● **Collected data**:
——

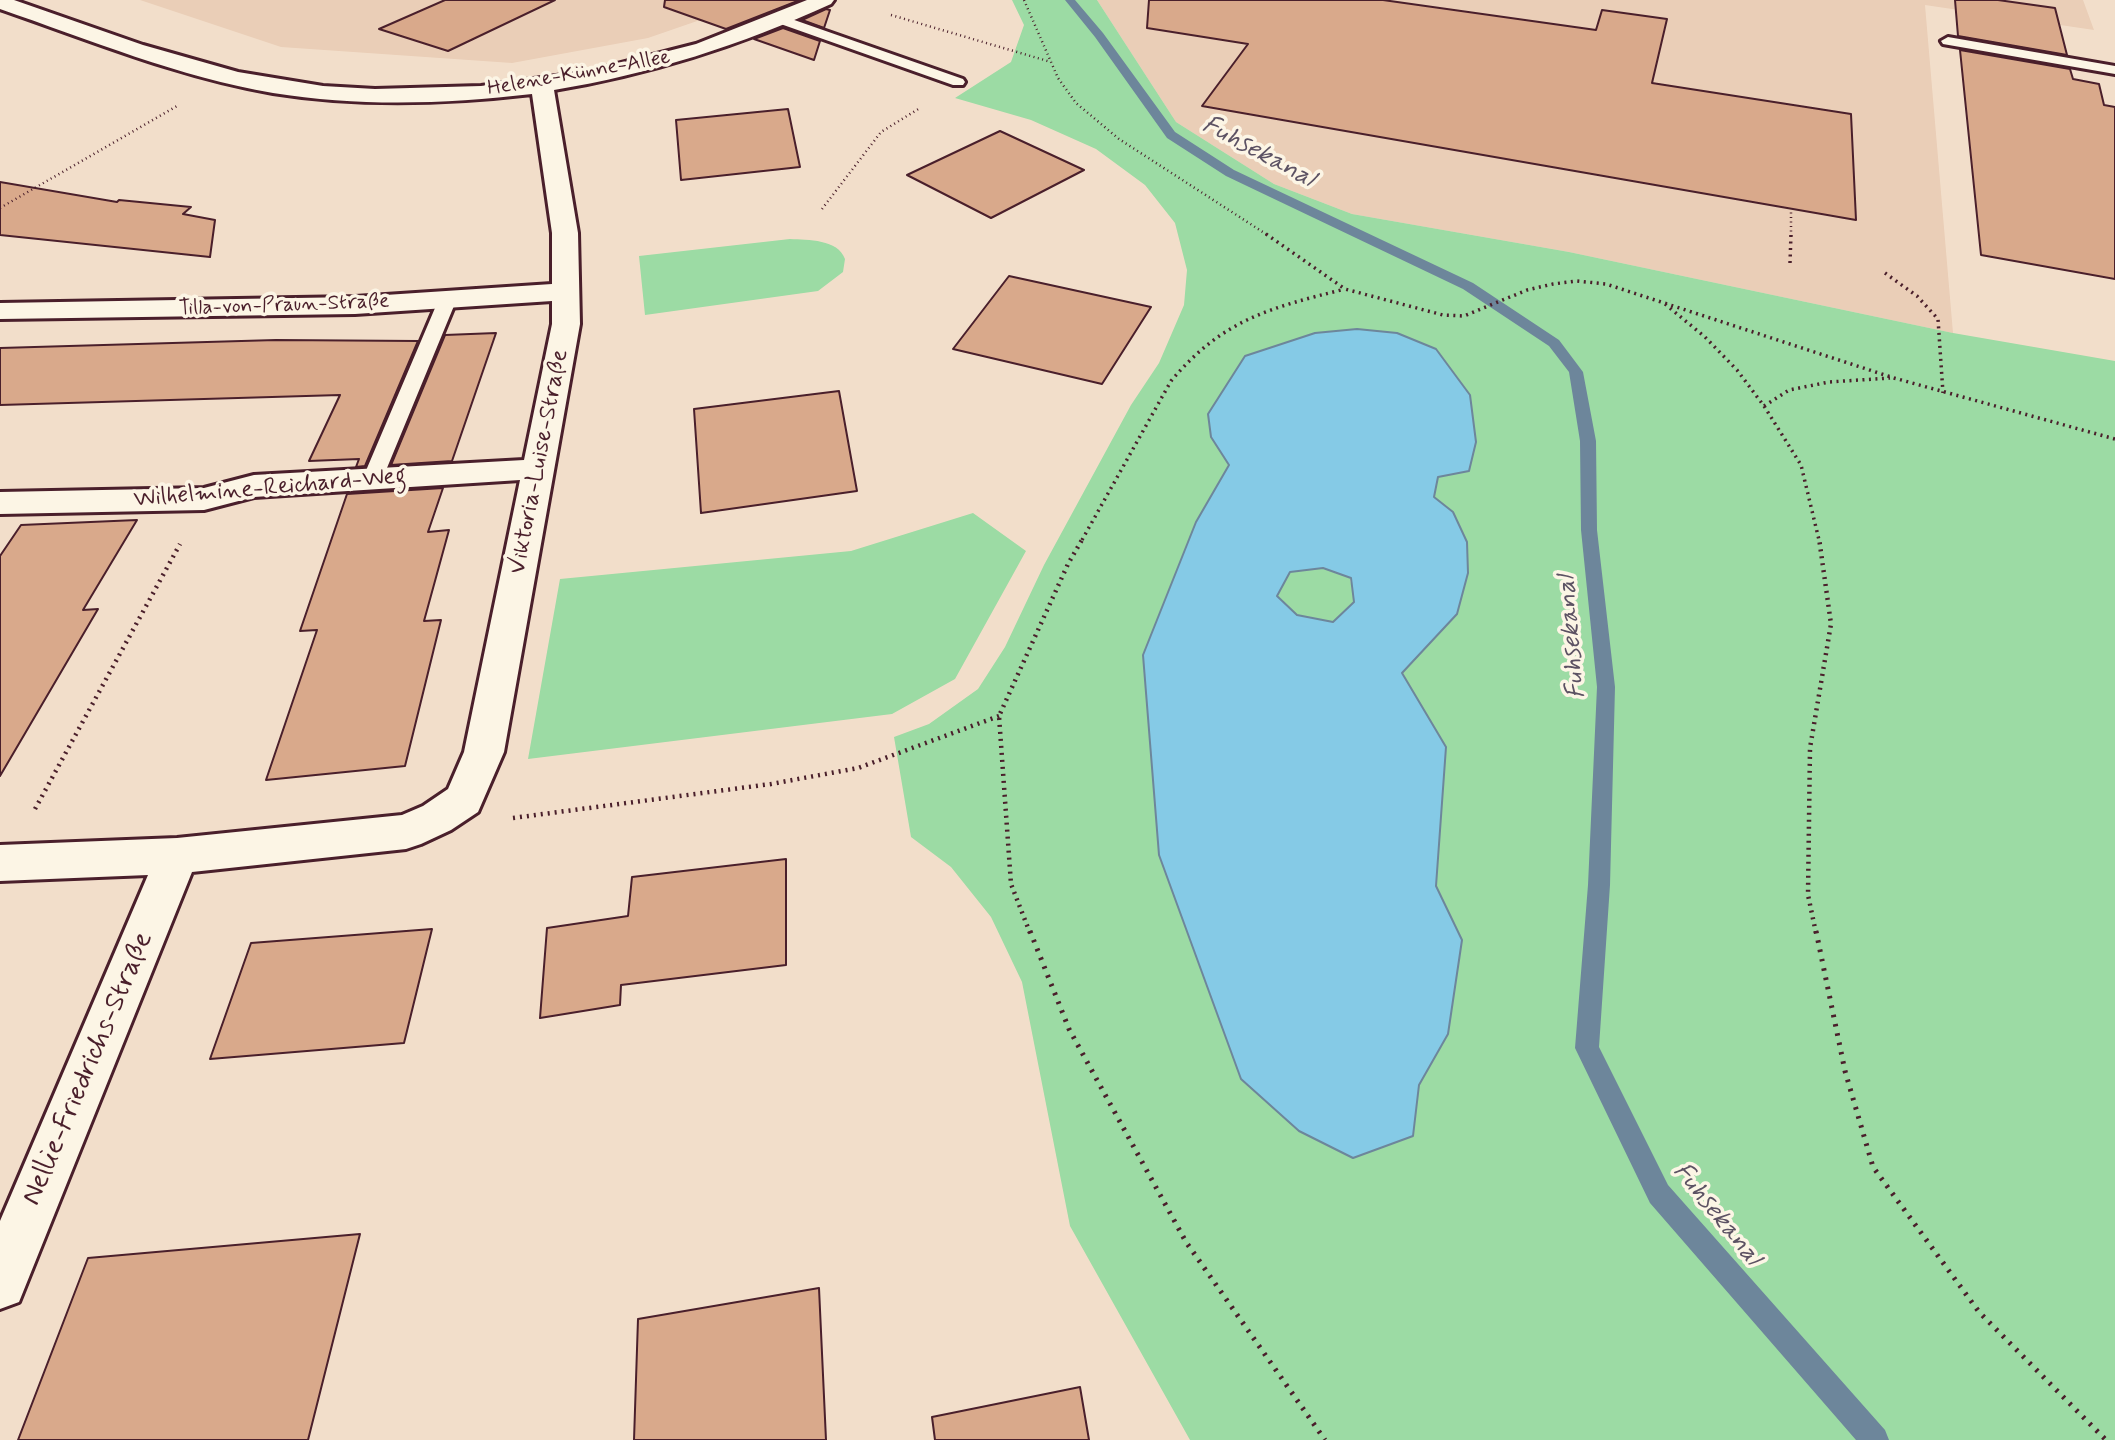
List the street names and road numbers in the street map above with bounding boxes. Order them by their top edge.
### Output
street label: Helene-Künne-Allee [485,45,673,103]
street label: Tilla-von-Praun-Straße [178,290,390,322]
street label: Viktoria-Luise-Straße [504,347,576,577]
street label: Wilhelmine-Reichard-Weg [133,463,407,515]
street label: Nellie-Friedrichs-Straße [16,927,162,1211]

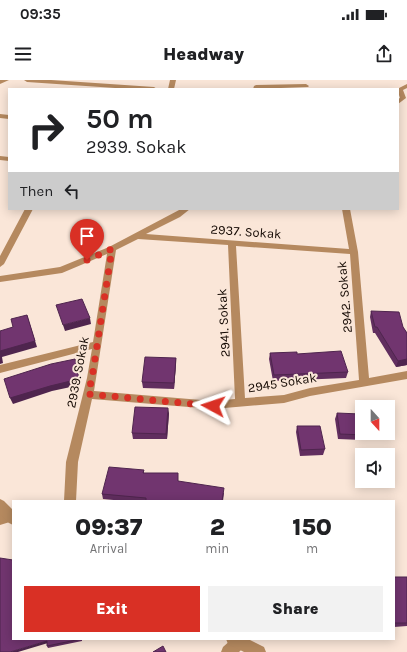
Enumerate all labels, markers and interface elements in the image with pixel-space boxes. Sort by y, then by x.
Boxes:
text: 09:35 [20,5,61,23]
icon: menu [12,43,34,65]
text: Headway [163,43,244,65]
icon: share [373,43,395,65]
text: 50 m [86,102,154,135]
icon: right [20,104,72,156]
text: 2939. Sokak [86,136,186,158]
icon: left [61,180,83,202]
text: Then [20,182,53,200]
pin [70,219,104,260]
street label: 2937. Sokak [210,222,282,241]
icon: arrive [76,225,98,247]
street label: 2942. Sokak [334,260,355,333]
street label: 2941. Sokak [214,288,233,358]
street label: 2939. Sokak [63,335,92,409]
street label: 2945 Sokak [247,370,318,395]
position arrow [192,385,234,427]
north arrow [355,400,395,440]
map controls [355,400,395,488]
button: sound [355,448,395,488]
text: 09:37 [75,513,142,541]
text: 2 [210,513,225,541]
text: 150 [292,513,332,541]
text: Arrival [90,541,128,556]
text: min [205,541,229,556]
text: m [306,541,318,556]
button: Exit [24,586,200,632]
button: Share [208,586,383,632]

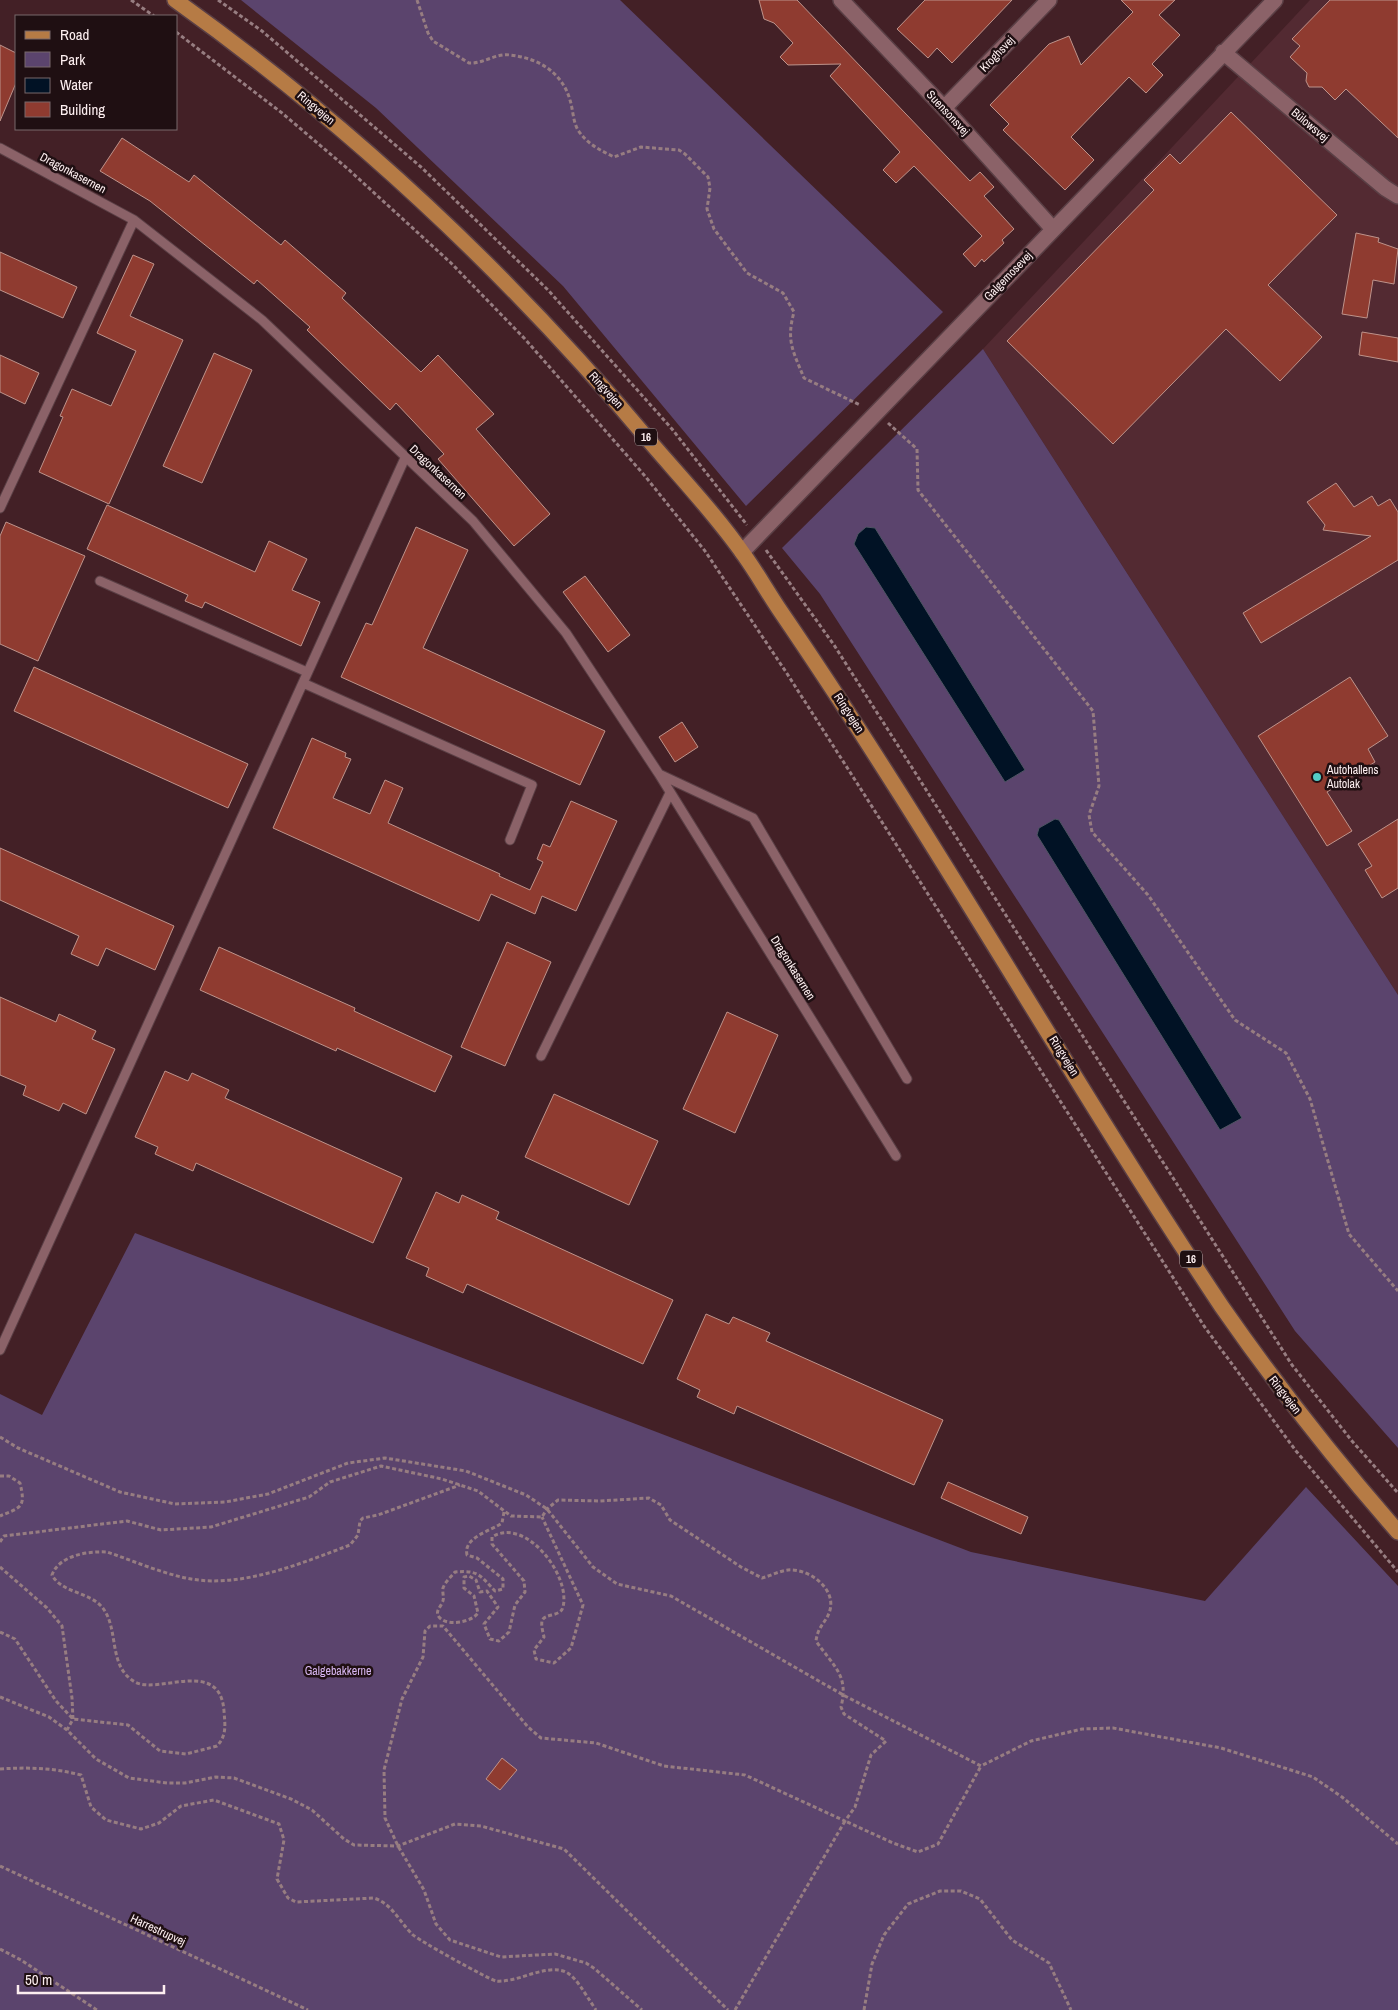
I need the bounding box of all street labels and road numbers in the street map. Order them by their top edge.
street label: Kroghsvej [976,33,1018,75]
street label: Suensonsvej [923,87,973,139]
street label: Ringvejen [294,88,338,128]
street label: Bülowsvej [1288,105,1332,145]
street label: Dragonkasernen [37,149,109,197]
street label: Galgemosevej [980,248,1036,304]
street label: Ringvejen [585,368,627,412]
road number: 16 [635,428,657,446]
street label: Dragonkasernen [406,441,470,503]
street label: Ringvejen [830,690,868,736]
street label: Dragonkasernen [767,933,819,1003]
street label: Ringvejen [1045,1033,1083,1079]
road number: 16 [1180,1250,1202,1268]
street label: Ringvejen [1265,1373,1305,1417]
street label: Harrestrupvej [128,1910,188,1950]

——

● **EXERCISE DESCRIPTION**: Using the records above, report each line that contains the word "with" by copying it.

● **RESPONSE TO THIS TASK**:
List the street names and road numbers in the street map above with bounding boxes. Order them by their top edge.
Enumerate all labels, markers and interface elements in the image with pixel-space boxes. Sort by y, then by x.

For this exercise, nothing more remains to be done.